* Entries shown:
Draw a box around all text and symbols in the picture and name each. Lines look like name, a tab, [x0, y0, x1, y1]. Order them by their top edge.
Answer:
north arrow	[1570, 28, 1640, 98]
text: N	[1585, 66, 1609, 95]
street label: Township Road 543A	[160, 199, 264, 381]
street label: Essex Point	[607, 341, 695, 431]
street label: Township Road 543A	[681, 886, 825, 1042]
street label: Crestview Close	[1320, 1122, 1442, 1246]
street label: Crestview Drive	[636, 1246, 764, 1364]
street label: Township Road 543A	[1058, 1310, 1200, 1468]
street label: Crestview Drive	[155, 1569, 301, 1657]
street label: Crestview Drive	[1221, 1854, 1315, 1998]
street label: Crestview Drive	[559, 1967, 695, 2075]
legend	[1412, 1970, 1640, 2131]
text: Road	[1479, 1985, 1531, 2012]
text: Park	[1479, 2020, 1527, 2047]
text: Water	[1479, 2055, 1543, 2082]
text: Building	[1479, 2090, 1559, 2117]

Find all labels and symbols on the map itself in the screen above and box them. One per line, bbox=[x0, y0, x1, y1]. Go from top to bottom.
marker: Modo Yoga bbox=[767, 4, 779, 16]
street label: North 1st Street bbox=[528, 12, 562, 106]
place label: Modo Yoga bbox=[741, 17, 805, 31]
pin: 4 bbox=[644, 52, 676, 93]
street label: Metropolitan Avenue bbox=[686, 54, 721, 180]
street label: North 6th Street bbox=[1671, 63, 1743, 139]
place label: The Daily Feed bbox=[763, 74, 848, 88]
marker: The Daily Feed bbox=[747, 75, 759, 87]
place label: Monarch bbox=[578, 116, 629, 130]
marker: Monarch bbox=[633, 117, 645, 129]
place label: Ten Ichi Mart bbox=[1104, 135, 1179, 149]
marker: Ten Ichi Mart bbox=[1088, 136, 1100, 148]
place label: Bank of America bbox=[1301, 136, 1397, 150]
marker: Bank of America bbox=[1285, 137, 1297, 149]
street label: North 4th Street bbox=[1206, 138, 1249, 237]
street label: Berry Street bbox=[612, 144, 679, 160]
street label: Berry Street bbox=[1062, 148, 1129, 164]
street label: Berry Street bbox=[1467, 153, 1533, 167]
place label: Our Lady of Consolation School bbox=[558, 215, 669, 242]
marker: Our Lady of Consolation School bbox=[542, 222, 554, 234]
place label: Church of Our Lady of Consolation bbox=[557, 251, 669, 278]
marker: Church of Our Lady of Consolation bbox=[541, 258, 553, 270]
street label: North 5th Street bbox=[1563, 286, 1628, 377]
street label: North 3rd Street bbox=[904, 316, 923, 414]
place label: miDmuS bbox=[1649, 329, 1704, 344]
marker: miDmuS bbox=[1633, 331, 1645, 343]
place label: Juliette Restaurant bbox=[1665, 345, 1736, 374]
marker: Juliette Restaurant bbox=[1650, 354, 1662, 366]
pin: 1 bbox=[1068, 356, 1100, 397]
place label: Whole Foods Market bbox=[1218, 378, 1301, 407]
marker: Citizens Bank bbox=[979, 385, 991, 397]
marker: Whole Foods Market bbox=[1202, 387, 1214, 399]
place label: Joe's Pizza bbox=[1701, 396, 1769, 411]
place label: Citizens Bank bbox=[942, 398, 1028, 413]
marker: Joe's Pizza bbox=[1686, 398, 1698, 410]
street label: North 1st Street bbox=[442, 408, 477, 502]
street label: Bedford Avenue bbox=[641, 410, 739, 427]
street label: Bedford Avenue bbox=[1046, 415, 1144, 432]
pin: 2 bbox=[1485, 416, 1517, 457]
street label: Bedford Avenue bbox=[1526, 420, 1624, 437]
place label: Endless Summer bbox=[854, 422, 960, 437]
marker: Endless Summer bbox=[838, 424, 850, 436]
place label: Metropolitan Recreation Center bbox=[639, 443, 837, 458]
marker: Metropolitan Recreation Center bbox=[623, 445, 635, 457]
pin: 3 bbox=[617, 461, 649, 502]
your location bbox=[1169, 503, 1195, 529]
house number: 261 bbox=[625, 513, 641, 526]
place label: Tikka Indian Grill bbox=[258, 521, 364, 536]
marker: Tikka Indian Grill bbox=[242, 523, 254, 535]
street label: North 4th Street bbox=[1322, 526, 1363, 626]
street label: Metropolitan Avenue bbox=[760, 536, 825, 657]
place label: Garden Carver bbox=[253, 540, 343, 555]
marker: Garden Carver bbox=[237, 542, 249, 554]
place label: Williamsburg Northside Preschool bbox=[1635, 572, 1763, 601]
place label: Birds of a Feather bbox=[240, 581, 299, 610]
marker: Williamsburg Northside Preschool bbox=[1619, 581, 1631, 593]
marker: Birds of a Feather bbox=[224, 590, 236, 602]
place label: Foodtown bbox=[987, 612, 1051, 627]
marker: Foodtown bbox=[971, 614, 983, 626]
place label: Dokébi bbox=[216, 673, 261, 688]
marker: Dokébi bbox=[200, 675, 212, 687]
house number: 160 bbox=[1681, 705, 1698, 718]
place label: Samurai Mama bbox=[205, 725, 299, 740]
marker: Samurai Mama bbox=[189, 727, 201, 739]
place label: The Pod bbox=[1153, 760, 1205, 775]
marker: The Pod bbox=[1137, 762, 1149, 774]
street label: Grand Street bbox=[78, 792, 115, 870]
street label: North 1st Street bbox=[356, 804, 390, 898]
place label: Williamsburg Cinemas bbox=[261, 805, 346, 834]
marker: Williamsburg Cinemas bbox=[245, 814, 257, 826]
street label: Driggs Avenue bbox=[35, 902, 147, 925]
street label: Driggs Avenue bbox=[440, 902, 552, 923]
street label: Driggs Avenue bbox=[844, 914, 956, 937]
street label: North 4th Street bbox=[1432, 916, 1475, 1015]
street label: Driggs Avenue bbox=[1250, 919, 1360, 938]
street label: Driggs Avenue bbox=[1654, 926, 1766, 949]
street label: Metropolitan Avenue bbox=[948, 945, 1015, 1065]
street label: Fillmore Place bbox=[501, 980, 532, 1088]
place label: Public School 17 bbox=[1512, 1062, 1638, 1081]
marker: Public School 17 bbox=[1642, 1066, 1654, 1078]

* Task brief:
Give the number of lines in the records above that contain the word "house", and nothing more.

* Exercise answer:
2